Wat is het wettelijke kader bij de aanleg van kunstgrasvelden?

Vraag

Wat is het wettelijke kader bij de aanleg van kunstgrasvelden?

Antwoord

Bij de aanleg van kunstgrasvelden is sprake van het toepassen van materialen op of in de bodem. De toepassing moet zodanig zijn dat rekening gehouden wordt met de bescherming van bodem en oppervlaktewater. Voor de bodem is de Wet bodembescherming (Wbb) het kader.

Een belangrijk aspect hierbij is de zorgplicht uit de Wbb. In artikel 13 Wbb staat onder meer dat ieder die op of in de bodem handelingen als bedoeld in artikel 6 tot en met 11 van de Wbb verricht en die weet of redelijkerwijs had kunnen vermoeden dat door die handelingen de bodem kan worden verontreinigd verplicht is alle maatregelen te nemen die redelijkerwijs van hem kunnen worden gevergd om die verontreiniging te voorkomen. Het aanleggen van een kunstgrasveld (inclusief het aanbrengen van instrooimateriaal) kan gezien worden als een handeling als bedoeld in artikel 8, eerste lid van de Wbb, omdat sprake is van de uitvoering van een werk op of in de bodem, waarbij ingrepen worden verricht of stoffen worden gebruikt.

Voor het toepassen van steenachtige bouwstoffen op of in de bodem zijn specifieke eisen voor bescherming van bodem en oppervlaktewater uitgewerkt in het Besluit bodemkwaliteit (Bbk), dat hoofdzakelijk is gebaseerd op de Wet bodembescherming (Wbb). In het Bbk zijn criteria opgenomen om vast te stellen of een materiaal een steenachtige bouwstof is.

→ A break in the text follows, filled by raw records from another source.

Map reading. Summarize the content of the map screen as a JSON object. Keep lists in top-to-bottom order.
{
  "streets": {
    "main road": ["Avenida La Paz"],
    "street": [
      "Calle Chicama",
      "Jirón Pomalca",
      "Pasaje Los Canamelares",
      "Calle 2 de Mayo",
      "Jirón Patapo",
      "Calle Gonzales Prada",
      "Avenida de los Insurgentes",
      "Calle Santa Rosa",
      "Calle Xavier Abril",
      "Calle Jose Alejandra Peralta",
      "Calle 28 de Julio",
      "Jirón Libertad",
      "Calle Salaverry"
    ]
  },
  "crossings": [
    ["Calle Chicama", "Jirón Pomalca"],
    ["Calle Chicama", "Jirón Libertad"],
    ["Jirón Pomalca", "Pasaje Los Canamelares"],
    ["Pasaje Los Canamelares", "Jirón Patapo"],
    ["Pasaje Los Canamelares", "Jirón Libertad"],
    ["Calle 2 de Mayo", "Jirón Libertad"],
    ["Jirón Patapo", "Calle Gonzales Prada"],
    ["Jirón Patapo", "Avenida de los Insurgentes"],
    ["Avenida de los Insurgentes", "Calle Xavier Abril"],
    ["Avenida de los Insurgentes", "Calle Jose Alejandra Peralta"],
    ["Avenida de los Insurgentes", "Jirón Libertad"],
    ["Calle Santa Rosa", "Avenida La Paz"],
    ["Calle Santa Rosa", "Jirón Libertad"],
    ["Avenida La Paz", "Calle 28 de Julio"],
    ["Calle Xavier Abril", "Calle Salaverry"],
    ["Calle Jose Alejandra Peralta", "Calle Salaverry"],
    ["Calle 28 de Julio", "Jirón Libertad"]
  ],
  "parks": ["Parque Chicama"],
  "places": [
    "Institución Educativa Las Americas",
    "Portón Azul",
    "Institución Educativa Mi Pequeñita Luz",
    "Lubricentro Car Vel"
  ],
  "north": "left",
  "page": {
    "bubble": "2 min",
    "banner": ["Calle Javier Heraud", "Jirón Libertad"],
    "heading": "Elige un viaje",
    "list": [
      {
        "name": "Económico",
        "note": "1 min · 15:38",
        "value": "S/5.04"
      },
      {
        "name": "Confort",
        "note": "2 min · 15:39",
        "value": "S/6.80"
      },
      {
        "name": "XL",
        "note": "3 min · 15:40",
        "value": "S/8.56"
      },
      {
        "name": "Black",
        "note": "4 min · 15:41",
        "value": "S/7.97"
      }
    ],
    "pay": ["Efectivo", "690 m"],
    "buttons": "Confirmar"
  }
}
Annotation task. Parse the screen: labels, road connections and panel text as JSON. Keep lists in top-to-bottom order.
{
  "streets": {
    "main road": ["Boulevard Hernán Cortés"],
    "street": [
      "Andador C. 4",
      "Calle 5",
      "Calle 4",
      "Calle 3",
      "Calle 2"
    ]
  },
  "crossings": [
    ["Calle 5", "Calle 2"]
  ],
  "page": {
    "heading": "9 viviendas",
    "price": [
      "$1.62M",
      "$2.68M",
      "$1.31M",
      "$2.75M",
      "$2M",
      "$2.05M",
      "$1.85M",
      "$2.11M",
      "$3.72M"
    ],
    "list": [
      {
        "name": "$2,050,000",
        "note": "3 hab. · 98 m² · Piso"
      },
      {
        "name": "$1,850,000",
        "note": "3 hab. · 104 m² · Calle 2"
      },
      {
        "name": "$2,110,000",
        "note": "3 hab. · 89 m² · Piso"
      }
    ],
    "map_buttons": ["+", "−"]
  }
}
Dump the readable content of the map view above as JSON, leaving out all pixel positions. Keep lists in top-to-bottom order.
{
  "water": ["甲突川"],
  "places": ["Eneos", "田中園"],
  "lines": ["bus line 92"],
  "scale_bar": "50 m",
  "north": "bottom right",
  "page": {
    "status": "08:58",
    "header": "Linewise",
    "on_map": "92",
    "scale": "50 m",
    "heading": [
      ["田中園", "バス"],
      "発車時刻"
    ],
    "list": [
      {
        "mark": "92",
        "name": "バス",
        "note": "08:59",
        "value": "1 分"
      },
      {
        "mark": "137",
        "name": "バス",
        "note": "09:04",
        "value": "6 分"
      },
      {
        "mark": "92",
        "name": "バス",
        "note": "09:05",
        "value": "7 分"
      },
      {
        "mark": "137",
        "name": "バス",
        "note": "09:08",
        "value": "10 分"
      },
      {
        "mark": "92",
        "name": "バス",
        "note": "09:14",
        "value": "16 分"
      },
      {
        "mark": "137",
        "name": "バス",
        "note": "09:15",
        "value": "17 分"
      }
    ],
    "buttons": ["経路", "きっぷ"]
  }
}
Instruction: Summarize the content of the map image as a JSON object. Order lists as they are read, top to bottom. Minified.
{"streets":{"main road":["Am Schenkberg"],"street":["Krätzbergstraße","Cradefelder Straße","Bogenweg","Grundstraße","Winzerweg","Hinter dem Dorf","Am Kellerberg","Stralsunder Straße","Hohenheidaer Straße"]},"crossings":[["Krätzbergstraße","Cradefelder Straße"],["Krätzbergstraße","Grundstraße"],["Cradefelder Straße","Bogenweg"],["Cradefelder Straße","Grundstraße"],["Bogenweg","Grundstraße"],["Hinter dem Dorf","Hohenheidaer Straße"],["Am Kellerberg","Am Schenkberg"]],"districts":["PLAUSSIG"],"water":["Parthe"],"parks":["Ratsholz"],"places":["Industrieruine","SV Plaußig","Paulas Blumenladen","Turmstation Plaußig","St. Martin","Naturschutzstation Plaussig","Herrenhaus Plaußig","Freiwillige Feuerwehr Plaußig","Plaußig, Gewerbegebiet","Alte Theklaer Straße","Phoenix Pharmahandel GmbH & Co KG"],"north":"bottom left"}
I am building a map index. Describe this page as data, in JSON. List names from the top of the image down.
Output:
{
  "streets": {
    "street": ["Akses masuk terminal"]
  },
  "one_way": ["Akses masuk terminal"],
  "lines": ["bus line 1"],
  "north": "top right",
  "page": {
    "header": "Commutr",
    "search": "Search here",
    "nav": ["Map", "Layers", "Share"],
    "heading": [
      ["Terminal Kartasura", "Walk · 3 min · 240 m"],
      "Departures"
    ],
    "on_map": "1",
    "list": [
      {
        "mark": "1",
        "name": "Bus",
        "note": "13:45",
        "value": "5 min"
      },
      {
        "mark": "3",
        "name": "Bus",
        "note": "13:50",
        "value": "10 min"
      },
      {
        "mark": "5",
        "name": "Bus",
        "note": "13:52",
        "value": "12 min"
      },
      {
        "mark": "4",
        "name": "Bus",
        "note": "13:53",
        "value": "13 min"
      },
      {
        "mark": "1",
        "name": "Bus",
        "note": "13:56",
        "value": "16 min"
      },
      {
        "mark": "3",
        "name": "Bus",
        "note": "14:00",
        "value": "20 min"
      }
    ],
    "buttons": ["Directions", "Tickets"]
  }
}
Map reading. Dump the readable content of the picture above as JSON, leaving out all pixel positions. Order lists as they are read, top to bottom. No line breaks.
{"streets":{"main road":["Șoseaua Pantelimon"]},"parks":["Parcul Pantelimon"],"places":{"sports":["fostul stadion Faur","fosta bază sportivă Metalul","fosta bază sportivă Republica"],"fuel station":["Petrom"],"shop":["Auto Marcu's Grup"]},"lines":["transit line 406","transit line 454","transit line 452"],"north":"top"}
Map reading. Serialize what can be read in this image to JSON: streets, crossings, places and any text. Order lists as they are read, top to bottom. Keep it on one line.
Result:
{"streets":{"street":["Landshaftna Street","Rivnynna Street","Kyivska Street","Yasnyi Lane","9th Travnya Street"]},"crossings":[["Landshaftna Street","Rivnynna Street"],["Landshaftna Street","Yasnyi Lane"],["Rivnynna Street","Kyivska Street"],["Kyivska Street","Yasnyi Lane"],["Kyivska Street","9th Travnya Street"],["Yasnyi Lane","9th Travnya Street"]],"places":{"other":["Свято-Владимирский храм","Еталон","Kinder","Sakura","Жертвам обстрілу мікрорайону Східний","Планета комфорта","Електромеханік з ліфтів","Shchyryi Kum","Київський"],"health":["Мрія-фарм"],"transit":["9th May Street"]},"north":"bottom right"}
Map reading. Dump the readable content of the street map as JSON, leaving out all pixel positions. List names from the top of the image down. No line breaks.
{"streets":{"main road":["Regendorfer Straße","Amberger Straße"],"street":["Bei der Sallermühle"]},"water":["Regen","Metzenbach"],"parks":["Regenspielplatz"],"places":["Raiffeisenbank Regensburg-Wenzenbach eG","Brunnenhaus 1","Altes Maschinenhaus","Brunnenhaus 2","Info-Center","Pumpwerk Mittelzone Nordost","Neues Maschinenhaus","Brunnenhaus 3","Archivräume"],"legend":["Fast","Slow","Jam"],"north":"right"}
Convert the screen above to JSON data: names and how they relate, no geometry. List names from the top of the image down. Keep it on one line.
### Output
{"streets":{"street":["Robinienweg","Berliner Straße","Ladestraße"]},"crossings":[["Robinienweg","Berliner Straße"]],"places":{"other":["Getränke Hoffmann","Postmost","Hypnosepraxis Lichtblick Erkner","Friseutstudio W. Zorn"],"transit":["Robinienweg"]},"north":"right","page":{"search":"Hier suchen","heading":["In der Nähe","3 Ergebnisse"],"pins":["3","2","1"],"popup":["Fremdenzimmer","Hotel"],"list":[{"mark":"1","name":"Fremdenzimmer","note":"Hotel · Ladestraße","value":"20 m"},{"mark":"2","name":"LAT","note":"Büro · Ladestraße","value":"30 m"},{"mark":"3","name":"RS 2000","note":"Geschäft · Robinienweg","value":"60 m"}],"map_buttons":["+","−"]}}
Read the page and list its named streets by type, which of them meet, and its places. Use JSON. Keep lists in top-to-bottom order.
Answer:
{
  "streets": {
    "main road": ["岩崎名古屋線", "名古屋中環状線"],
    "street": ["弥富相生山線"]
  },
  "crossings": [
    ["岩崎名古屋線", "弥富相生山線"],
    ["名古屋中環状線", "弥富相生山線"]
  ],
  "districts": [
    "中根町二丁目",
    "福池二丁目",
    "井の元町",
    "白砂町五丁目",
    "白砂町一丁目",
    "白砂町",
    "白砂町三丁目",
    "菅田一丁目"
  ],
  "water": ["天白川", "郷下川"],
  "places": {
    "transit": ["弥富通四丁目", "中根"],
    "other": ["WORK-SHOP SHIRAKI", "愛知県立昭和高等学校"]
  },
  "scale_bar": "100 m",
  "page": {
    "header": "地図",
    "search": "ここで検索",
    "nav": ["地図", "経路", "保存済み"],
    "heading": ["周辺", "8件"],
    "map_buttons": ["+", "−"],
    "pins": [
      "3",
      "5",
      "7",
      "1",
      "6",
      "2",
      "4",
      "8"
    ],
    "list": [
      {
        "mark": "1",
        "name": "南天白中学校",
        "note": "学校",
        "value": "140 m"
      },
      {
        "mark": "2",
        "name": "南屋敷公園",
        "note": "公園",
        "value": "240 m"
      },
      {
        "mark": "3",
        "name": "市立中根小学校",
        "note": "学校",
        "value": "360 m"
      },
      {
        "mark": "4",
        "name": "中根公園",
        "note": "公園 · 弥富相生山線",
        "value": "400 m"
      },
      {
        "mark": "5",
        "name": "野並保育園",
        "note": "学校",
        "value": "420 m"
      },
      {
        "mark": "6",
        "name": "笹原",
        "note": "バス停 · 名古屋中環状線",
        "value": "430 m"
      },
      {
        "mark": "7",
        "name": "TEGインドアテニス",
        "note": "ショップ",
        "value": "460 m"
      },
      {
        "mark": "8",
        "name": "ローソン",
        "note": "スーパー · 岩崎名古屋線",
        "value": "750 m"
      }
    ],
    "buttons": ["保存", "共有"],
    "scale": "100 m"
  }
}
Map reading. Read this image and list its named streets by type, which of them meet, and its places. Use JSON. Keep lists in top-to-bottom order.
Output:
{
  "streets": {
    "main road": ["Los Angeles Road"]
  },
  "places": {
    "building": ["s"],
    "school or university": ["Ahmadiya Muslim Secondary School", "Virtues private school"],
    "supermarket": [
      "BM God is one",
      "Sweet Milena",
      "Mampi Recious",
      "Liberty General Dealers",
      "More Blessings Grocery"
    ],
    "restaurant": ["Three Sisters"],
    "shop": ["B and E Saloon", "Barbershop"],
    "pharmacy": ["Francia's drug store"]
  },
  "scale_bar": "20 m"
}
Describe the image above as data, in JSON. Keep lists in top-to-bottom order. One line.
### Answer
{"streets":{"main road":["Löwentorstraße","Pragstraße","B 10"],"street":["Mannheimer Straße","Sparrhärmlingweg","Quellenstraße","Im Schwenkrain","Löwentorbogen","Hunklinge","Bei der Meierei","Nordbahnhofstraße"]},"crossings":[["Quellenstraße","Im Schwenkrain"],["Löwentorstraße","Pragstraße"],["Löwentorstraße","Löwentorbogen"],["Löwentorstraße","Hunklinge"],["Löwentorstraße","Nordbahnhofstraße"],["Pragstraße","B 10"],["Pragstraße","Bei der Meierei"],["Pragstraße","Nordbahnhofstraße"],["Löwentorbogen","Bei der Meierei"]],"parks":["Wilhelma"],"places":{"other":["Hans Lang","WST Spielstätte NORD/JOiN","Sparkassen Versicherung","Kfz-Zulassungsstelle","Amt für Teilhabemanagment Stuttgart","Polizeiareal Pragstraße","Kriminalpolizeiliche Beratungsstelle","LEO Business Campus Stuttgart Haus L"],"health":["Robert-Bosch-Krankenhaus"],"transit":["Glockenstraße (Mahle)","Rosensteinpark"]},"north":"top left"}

De aanleg van een kunstgrasveld is vergunningplichtig op basis van de Wet algemene bepalingen omgevingsrecht  (art. 2.1 eerste lid, onder b) in gevallen waarin dat bij een bestemmingsplan is bepaald.

Als de aanleg in strijd is met regels/voorschriften in een bestemmingsplan wordt de omgevingsvergunning geweigerd.